Abstract

Objective: The aim was to audit venous thromboembolic disease (VTE) prophylaxis in emergency surgical admissions and, given the reducing number of available surgical beds, to compare protocol violation rates between surgical and outlying wards. Method: Study 1: Prospective data collected on VTE prophylaxis in emergency surgical patients over a two-week period during or after the post-take ward round.
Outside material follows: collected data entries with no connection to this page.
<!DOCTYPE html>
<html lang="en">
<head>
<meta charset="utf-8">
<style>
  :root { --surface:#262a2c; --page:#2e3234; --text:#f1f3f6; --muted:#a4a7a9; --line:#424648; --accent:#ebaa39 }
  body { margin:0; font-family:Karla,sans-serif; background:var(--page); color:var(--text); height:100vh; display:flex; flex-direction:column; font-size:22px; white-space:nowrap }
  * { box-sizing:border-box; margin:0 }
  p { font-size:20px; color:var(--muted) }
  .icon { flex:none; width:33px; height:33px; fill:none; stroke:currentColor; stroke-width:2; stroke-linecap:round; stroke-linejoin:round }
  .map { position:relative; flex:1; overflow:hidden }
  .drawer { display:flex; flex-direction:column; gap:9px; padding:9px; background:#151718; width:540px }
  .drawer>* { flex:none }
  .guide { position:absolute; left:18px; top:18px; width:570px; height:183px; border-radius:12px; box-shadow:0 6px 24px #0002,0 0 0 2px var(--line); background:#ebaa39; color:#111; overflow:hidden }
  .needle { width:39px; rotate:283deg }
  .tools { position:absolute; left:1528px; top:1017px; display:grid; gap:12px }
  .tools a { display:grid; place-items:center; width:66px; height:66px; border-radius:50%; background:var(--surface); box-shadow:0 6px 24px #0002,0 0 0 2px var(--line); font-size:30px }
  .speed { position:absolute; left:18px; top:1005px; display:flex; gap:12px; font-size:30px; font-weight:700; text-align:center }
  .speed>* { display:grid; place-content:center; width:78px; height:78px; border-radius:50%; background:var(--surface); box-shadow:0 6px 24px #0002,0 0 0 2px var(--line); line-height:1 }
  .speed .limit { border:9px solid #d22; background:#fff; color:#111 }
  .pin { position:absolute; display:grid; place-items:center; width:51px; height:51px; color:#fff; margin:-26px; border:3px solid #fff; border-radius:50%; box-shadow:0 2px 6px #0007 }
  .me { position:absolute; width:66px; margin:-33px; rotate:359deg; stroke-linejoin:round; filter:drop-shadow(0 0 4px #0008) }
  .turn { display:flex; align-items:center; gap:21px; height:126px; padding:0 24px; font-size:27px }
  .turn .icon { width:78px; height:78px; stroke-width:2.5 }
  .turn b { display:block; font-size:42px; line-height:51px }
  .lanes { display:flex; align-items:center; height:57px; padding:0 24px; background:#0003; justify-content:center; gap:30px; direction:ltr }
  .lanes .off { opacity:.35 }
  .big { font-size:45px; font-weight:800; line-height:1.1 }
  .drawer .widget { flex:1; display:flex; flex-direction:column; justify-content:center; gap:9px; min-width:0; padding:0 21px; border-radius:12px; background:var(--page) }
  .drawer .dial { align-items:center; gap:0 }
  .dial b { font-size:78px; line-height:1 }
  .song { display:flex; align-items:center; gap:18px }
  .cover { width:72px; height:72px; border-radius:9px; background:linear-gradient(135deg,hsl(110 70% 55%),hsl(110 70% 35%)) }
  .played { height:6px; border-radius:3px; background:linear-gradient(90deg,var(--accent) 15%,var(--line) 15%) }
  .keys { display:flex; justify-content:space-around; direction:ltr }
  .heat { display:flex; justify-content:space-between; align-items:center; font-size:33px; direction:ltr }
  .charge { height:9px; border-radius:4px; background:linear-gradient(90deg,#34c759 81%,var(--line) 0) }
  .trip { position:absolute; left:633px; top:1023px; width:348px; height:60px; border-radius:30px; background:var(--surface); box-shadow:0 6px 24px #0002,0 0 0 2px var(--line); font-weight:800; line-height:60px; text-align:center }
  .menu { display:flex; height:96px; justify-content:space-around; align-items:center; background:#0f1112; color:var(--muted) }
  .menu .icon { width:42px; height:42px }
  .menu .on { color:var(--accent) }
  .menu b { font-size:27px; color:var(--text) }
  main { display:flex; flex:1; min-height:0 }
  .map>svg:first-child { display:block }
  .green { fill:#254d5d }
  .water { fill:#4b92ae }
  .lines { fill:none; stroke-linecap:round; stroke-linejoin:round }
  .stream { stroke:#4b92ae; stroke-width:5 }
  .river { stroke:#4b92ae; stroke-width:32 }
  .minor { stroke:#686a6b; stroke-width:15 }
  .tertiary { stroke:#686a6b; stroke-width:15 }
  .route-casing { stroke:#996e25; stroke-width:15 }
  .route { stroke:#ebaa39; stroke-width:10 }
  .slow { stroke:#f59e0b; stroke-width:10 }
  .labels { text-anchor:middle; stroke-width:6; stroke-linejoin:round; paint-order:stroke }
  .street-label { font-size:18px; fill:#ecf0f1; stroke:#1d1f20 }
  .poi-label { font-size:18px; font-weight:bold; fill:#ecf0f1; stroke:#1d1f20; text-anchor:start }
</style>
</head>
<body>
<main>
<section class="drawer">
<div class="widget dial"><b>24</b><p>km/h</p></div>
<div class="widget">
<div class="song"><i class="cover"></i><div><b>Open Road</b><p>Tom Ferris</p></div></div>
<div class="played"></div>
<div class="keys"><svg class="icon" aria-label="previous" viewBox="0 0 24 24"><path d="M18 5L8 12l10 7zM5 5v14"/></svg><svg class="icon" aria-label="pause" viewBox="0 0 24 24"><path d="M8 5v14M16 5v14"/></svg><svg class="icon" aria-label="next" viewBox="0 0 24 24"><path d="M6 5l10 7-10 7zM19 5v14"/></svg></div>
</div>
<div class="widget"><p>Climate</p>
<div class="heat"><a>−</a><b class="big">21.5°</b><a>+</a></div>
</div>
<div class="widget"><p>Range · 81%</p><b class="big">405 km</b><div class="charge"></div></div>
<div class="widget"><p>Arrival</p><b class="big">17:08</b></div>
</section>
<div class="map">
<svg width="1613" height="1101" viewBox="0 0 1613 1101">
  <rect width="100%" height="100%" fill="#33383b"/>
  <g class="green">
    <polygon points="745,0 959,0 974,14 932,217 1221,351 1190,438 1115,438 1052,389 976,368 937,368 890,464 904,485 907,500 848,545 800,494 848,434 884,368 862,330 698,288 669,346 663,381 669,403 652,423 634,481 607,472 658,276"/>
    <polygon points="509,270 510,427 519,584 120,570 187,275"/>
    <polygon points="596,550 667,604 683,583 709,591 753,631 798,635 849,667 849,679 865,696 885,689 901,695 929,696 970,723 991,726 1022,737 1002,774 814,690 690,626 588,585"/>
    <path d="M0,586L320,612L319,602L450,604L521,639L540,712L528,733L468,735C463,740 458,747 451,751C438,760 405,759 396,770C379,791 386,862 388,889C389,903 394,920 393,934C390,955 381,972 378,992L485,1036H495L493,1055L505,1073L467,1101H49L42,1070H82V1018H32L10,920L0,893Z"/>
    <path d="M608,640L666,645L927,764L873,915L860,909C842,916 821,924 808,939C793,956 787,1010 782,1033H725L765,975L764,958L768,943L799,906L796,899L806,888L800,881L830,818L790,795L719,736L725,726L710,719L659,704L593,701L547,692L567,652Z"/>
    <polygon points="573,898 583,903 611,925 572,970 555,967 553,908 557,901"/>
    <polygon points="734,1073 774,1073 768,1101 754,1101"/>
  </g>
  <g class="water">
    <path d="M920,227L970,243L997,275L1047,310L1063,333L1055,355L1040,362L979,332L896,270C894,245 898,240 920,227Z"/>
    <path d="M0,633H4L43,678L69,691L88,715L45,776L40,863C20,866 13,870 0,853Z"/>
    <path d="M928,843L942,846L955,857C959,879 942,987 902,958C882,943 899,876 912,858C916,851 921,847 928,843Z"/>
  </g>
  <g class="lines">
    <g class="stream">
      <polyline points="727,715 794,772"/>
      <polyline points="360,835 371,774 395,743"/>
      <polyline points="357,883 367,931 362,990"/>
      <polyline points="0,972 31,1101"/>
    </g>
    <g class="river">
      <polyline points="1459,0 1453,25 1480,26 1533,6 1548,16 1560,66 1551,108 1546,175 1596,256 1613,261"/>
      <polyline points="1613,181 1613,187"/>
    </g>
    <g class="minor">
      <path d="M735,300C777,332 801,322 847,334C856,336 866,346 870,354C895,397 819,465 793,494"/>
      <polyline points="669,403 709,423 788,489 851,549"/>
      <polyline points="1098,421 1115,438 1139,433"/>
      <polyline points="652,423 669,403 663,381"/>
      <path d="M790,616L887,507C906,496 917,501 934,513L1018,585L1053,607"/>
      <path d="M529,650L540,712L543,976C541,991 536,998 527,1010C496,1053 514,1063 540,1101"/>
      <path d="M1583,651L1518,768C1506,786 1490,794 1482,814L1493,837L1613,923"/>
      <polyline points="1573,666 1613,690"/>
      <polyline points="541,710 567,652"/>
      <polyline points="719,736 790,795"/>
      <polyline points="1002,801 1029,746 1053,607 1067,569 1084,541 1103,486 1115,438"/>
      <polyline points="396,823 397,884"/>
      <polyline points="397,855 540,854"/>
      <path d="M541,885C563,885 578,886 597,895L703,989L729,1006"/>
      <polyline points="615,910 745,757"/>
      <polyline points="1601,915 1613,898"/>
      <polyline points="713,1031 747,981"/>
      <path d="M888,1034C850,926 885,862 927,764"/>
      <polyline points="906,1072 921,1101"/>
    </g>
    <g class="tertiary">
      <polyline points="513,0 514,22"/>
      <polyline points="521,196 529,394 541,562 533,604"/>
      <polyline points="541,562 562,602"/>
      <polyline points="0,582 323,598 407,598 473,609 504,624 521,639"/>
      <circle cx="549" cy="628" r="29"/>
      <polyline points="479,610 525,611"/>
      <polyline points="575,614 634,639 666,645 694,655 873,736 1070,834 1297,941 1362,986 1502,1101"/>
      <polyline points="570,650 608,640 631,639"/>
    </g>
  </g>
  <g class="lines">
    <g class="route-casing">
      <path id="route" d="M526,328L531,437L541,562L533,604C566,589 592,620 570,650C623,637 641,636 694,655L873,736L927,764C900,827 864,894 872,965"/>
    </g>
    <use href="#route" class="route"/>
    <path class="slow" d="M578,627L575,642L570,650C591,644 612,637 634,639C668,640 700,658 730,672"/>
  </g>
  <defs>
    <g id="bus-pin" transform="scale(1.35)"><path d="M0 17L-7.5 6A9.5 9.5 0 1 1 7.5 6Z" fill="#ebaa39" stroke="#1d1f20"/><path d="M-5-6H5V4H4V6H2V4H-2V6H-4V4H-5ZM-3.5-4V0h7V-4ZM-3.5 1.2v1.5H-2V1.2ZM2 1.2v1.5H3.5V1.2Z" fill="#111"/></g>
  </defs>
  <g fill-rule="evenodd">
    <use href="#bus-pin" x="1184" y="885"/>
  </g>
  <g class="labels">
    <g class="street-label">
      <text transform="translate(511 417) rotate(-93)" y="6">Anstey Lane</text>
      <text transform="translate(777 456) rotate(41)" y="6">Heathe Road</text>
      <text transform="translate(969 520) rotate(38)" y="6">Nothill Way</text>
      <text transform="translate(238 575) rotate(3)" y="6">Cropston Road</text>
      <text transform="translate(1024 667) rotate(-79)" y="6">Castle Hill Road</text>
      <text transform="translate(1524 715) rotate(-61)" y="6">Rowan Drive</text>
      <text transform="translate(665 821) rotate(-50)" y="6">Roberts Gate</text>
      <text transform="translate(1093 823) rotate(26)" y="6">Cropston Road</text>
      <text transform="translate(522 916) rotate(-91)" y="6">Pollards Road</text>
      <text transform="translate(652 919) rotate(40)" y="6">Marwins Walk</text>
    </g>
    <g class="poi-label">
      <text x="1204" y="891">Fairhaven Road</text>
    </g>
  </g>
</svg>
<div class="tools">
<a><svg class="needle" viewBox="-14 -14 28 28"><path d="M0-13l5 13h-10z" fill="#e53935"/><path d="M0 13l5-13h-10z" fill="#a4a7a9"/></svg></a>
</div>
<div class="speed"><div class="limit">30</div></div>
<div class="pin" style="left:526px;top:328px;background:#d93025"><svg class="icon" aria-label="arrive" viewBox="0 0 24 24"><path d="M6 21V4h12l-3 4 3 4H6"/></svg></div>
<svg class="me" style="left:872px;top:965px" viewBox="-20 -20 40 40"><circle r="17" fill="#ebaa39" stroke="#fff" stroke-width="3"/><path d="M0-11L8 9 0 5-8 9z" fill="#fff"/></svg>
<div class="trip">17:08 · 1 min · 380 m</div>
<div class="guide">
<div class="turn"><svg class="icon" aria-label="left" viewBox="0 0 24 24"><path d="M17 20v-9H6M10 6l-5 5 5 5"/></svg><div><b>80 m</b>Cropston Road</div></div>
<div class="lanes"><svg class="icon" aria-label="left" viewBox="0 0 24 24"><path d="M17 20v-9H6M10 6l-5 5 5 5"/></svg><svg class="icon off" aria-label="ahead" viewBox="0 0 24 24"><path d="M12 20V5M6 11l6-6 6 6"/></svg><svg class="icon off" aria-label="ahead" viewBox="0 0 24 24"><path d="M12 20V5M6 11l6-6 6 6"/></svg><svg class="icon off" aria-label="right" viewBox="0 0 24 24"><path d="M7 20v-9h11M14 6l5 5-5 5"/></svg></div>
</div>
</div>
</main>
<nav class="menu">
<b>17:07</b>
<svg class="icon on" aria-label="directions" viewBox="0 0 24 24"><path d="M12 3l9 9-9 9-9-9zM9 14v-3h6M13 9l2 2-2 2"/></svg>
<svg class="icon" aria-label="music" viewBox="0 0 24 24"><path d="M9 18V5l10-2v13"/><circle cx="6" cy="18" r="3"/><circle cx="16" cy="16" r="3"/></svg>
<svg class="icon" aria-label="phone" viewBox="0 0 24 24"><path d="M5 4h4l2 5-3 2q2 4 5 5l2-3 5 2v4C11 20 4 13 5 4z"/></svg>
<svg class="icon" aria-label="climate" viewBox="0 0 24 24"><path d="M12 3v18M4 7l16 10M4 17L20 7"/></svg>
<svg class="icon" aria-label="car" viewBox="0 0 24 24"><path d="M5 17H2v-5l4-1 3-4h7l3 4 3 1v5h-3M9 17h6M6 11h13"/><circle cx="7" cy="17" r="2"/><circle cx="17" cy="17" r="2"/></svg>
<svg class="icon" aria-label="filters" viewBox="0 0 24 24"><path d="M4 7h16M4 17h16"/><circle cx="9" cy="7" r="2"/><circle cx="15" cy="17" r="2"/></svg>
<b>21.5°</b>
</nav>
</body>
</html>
Provisional diagnoses were recorded and drug charts were reviewed looking for prescription of standard unfractionated heparin 5000 IU and/or thromboembolic deterrent stockings. Following presentation at the governance meeting, departmental protocols were circulated to the emergency surgical unit and outlying wards that received emergency surgical patients. Study 2: Carried out two months later. Data on VTE prophylaxis collected over a two-week period in emergency surgical admissions in the same manner as study 1. Results: Study 1: A total of 70 patients were studied, 42 of which were women. The median age of the group was 47 years (range 19–90). There were 36 patients (51.2%) who violated VTE prophylaxis protocol. Of the 60 patients admitted to surgical wards, 29 violated VTE protocol (48.3%). Of the 10 patients admitted to outlying wards, seven violated VTE protocol (70%). This difference was not statistically significant. Study 2: A total of 70 patients were studied, 40 of which were women. The median age was 46 years (range 17–101). Eleven patients (15.7%) violated VTE prophylaxis recommendations. This improvement was statistically significant, P<0.0001. Some 56 patients were admitted to general surgical wards; nine violated VTE protocol (16.1%). In the fourteen patients admitted to outlying wards, there were two protocol violations (14.3%). This difference was not statistically significant. Conclusions: VTE is a potentially fatal complication of hospital admission. This audit highlighted that VTE prophylaxis rates in our emergency admissions were unacceptable at 51.2%, but were improved through audit and clinical governance. No significant difference in protocol violation was found between surgical and outlying wards. In the absence of national guidelines, VTE prophylaxis is the responsibility of individual general surgical departments and requires a documented, circulated departmental protocol, education of staff and regular audit to ensure appropriate compliance.